> _Dataset content_:
⁂

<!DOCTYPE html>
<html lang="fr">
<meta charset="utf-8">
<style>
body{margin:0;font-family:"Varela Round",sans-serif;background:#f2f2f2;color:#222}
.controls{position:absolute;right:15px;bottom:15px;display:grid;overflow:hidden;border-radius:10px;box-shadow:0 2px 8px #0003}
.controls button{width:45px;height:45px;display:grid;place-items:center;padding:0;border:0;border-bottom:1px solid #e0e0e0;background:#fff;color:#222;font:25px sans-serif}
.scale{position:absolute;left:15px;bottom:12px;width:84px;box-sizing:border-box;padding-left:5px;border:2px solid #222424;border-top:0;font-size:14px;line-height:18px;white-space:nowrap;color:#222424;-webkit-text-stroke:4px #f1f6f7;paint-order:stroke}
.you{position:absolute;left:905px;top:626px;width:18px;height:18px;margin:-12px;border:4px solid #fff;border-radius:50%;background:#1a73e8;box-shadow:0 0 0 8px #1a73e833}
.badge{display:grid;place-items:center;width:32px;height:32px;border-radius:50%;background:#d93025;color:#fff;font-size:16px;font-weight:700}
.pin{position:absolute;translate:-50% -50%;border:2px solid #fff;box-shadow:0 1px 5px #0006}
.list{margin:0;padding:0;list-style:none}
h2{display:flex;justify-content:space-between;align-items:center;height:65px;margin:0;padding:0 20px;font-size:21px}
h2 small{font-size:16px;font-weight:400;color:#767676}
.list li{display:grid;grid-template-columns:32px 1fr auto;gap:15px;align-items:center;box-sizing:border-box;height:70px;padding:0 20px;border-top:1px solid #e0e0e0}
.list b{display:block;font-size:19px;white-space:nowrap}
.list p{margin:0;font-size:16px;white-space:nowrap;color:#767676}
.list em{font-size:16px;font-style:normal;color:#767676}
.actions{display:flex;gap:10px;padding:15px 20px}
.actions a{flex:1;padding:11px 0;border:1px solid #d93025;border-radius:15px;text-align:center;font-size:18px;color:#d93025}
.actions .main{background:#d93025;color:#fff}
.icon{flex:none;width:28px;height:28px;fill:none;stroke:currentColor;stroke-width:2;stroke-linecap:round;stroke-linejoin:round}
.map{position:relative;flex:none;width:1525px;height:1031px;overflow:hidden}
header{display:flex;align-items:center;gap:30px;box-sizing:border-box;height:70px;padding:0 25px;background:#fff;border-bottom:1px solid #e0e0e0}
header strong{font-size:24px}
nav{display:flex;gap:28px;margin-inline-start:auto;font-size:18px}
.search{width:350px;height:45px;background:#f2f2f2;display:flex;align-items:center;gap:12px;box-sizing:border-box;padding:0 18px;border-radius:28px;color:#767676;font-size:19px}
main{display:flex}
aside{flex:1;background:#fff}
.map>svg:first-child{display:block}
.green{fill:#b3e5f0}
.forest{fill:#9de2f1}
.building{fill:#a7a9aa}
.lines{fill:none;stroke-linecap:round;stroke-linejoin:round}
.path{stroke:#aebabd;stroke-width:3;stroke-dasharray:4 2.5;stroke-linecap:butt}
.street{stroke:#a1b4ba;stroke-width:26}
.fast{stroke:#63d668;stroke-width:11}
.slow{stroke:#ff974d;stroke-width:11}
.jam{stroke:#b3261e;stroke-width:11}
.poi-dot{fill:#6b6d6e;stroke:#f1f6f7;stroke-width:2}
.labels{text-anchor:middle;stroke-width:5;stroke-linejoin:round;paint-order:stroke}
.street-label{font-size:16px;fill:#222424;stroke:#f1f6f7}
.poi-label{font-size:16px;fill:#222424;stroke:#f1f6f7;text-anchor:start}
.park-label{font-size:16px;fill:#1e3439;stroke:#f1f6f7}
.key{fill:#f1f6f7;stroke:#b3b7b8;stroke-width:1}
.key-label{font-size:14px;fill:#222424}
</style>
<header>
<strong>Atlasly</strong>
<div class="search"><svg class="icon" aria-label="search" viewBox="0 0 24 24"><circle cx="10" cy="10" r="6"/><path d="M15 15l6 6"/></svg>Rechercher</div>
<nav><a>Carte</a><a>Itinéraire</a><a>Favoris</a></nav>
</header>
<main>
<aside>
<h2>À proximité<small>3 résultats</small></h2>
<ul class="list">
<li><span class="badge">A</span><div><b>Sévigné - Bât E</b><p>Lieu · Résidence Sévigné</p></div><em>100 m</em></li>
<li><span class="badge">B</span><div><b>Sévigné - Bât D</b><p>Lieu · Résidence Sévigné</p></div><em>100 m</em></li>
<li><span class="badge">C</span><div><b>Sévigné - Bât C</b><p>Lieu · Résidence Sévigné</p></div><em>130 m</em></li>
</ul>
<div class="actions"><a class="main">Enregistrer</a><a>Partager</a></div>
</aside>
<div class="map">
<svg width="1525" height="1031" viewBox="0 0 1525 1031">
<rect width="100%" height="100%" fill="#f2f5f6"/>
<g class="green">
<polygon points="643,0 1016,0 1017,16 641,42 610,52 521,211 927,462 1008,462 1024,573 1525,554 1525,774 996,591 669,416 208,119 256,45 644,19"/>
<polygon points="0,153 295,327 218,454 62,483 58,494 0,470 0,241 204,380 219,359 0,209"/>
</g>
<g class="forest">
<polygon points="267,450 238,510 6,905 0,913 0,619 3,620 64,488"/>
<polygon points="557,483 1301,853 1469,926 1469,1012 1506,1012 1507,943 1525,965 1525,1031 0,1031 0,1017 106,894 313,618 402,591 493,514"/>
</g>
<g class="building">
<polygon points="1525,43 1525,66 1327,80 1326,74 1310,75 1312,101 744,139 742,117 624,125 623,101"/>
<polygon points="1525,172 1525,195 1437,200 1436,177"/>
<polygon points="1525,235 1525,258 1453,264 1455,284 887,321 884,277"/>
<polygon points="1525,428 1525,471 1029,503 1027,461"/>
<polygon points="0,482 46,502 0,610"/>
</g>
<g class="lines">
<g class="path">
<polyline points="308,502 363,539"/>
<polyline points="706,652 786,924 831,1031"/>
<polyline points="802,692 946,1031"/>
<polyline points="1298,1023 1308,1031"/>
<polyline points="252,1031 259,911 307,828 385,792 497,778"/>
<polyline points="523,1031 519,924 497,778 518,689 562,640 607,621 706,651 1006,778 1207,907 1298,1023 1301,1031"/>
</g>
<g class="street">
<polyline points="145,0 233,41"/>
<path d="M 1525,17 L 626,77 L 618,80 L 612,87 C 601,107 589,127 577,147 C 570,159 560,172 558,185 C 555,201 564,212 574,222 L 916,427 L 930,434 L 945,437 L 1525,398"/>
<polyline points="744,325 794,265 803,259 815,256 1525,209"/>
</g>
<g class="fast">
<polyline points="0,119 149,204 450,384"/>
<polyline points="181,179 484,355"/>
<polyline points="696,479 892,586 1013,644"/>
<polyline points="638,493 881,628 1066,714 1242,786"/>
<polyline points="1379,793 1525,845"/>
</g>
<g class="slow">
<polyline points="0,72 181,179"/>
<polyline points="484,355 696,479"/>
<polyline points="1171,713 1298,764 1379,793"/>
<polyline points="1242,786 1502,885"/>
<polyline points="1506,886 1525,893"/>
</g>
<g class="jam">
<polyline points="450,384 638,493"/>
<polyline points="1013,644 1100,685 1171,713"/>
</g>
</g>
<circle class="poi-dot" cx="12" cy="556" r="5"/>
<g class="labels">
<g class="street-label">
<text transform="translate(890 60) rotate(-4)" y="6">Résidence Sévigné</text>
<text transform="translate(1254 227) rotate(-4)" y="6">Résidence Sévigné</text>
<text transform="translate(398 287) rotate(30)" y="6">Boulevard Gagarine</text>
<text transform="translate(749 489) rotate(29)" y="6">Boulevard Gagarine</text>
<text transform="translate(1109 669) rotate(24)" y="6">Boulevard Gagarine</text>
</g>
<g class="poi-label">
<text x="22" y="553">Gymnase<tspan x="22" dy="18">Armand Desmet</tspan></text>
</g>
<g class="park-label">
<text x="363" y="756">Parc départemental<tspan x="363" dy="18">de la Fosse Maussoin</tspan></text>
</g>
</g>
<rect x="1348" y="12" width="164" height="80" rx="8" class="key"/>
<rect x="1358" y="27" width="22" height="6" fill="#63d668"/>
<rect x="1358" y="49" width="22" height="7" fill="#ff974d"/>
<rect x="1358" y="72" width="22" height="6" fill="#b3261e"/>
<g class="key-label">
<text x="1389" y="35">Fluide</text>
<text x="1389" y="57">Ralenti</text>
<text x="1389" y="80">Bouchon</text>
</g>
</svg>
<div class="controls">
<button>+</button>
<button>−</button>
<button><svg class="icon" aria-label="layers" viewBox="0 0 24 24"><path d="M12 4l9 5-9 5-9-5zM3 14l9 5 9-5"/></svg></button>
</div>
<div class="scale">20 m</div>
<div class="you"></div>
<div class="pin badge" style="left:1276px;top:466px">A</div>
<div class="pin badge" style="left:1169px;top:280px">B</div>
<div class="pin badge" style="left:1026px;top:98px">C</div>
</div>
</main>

⁂

> _What the exercise asks_: Write out precisely the lines from the one holding "<button>−</button>" through the end of the material, including both of those ends.

> _Reply to the exercise_:
<button>−</button>
<button><svg class="icon" aria-label="layers" viewBox="0 0 24 24"><path d="M12 4l9 5-9 5-9-5zM3 14l9 5 9-5"/></svg></button>
</div>
<div class="scale">20 m</div>
<div class="you"></div>
<div class="pin badge" style="left:1276px;top:466px">A</div>
<div class="pin badge" style="left:1169px;top:280px">B</div>
<div class="pin badge" style="left:1026px;top:98px">C</div>
</div>
</main>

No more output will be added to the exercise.